Records from a collection
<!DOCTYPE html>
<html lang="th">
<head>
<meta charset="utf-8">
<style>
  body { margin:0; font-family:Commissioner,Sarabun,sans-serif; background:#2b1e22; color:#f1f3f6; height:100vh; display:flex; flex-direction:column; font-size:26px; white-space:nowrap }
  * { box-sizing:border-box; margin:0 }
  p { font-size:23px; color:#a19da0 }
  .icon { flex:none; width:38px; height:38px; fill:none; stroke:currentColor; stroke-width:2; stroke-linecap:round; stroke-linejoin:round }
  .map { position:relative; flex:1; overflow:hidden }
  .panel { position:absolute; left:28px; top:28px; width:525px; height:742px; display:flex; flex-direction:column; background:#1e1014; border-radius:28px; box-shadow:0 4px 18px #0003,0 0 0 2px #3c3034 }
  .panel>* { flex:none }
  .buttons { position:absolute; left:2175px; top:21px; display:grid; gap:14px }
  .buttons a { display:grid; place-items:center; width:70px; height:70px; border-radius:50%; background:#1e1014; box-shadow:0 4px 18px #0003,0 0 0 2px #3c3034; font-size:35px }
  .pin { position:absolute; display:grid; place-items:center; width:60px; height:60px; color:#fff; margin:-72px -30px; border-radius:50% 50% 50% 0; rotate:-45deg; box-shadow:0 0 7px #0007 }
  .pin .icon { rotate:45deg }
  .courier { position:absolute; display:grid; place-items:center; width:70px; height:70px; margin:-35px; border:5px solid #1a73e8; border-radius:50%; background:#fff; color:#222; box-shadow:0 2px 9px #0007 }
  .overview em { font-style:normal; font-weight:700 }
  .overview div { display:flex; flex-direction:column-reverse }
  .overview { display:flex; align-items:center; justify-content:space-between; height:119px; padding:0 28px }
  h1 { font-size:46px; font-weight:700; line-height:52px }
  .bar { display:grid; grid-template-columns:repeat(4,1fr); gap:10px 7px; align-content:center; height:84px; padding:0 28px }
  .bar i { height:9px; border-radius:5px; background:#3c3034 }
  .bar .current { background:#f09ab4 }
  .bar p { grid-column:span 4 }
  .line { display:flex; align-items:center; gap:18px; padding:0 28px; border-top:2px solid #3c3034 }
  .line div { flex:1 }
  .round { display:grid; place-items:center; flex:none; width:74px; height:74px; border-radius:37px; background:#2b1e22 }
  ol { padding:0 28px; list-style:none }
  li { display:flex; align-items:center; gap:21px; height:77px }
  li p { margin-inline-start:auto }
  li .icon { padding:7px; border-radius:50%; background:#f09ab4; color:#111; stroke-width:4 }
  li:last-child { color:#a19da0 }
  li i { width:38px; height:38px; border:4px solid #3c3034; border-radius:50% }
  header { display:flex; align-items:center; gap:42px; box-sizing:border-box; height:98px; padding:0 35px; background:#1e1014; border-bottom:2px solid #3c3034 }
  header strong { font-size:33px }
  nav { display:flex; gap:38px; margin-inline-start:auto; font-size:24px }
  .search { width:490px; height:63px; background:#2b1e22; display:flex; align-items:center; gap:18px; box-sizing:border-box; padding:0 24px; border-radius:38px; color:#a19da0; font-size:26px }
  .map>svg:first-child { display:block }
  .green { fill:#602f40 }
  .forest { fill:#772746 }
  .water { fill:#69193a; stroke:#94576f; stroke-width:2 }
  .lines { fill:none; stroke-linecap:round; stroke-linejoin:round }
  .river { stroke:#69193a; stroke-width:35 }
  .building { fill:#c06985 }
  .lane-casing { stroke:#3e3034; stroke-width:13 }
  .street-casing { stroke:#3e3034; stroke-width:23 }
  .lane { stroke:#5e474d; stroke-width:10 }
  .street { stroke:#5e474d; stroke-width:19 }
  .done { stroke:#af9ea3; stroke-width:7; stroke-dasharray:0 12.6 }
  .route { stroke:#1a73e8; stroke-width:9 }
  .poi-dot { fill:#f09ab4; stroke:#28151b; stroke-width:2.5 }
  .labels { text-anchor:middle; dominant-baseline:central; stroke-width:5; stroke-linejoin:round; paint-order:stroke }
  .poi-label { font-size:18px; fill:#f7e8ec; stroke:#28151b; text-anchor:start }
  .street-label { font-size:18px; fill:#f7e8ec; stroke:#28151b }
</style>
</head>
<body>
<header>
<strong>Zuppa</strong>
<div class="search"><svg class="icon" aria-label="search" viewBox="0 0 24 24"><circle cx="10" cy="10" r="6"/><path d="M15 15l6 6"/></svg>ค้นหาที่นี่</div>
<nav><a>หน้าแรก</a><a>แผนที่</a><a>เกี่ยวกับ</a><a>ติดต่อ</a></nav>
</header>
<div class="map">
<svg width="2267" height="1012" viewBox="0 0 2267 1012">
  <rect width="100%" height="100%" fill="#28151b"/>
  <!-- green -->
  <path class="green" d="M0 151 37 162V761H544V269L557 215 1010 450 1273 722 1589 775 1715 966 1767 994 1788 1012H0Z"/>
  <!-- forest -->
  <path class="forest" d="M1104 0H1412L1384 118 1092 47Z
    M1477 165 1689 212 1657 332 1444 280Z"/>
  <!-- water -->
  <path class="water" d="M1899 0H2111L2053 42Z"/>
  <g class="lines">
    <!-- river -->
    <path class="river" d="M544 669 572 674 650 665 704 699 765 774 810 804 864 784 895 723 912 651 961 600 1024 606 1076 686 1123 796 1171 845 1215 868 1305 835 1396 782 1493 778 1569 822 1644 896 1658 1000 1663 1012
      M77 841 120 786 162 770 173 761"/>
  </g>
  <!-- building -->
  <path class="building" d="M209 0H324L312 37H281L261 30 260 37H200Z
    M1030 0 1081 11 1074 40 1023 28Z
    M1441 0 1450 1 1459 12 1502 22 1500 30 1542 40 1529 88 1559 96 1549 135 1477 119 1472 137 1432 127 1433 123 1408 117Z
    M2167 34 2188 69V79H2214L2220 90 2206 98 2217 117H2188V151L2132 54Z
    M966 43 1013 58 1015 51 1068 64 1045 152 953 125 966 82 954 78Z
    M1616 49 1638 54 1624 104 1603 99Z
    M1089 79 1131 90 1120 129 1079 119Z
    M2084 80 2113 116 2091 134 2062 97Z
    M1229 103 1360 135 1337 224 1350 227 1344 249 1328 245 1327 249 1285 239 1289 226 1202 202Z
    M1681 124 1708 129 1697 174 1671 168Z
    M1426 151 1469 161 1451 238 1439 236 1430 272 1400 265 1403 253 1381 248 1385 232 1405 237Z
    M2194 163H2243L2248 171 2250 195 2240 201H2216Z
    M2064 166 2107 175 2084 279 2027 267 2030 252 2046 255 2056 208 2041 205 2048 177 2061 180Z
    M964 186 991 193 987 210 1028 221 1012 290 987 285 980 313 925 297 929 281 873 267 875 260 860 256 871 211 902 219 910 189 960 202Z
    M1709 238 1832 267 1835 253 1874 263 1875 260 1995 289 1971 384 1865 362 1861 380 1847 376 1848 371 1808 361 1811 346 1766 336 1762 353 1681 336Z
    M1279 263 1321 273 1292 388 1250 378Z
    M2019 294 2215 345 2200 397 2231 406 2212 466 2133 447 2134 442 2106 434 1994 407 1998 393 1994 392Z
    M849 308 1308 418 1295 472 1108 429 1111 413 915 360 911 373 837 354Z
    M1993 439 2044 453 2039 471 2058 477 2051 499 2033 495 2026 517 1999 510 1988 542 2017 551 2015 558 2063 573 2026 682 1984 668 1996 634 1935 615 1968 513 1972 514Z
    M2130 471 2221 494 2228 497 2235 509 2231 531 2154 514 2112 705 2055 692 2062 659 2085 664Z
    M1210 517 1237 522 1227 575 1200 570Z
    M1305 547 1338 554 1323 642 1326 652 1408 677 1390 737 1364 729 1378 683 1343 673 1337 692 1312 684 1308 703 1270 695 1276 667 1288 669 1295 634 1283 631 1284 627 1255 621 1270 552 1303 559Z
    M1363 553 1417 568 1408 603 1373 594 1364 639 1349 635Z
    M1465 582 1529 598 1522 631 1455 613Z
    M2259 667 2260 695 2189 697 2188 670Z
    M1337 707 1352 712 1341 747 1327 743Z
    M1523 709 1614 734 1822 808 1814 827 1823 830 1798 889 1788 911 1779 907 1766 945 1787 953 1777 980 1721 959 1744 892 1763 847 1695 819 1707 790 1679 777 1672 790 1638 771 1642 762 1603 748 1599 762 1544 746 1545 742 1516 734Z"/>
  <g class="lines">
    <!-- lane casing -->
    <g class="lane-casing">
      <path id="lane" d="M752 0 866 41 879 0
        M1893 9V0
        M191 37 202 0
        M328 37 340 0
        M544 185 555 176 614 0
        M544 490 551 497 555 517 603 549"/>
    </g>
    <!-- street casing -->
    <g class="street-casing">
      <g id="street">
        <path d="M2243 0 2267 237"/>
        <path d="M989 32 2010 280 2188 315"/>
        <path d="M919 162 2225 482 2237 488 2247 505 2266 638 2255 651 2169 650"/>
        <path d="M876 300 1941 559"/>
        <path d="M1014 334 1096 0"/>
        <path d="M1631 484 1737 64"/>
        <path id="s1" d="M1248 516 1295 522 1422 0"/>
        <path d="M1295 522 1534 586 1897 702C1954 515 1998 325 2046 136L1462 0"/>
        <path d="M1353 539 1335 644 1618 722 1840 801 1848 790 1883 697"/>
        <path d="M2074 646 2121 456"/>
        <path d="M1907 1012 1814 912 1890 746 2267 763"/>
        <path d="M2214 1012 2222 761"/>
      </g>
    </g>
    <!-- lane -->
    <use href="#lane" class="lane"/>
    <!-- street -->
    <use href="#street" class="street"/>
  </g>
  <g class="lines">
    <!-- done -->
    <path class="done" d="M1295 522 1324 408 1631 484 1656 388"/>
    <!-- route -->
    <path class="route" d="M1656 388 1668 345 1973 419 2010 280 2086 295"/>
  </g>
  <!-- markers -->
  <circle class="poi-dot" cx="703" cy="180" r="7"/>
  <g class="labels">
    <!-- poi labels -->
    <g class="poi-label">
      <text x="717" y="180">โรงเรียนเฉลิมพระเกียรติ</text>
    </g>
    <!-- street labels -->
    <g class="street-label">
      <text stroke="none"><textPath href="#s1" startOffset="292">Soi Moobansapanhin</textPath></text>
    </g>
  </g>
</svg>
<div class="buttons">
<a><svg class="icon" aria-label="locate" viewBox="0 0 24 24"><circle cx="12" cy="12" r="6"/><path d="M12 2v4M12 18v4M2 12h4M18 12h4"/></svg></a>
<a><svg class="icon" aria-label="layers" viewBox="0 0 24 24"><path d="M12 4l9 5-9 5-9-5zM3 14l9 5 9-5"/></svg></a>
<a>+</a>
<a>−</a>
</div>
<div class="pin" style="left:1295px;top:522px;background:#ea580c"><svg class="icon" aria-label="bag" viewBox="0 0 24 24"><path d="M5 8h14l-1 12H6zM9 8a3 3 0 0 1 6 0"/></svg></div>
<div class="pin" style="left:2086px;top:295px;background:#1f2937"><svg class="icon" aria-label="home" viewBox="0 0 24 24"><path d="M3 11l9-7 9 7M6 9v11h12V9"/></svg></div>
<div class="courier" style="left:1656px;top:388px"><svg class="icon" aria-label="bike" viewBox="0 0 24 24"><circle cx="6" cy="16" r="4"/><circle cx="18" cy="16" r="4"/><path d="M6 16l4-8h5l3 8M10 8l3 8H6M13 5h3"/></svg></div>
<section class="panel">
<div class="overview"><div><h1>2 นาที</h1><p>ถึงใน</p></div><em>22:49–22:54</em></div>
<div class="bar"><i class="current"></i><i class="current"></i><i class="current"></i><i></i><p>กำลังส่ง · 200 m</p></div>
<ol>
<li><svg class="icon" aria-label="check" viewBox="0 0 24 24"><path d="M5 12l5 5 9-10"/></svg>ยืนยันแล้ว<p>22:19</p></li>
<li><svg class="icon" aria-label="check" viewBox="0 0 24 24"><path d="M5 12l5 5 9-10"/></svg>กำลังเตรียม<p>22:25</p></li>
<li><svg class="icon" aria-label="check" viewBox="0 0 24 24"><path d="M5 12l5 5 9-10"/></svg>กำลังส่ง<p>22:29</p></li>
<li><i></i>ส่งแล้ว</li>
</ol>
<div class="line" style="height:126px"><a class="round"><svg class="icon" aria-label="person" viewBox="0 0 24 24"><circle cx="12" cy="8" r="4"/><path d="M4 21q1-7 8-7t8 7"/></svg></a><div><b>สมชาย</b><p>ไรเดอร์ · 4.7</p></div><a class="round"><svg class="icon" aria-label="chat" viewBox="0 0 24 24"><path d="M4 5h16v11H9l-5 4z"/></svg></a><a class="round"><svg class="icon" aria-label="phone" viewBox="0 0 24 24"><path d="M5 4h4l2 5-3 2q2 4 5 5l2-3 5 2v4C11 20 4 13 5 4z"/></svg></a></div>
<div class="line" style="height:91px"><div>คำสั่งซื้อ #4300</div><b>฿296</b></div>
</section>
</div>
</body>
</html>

## What you are asked to do
Check each line of the records for the word "linejoin", and show the lines that contain it.

## Solution to the problem
  .icon { flex:none; width:38px; height:38px; fill:none; stroke:currentColor; stroke-width:2; stroke-linecap:round; stroke-linejoin:round }
  .lines { fill:none; stroke-linecap:round; stroke-linejoin:round }
  .labels { text-anchor:middle; dominant-baseline:central; stroke-width:5; stroke-linejoin:round; paint-order:stroke }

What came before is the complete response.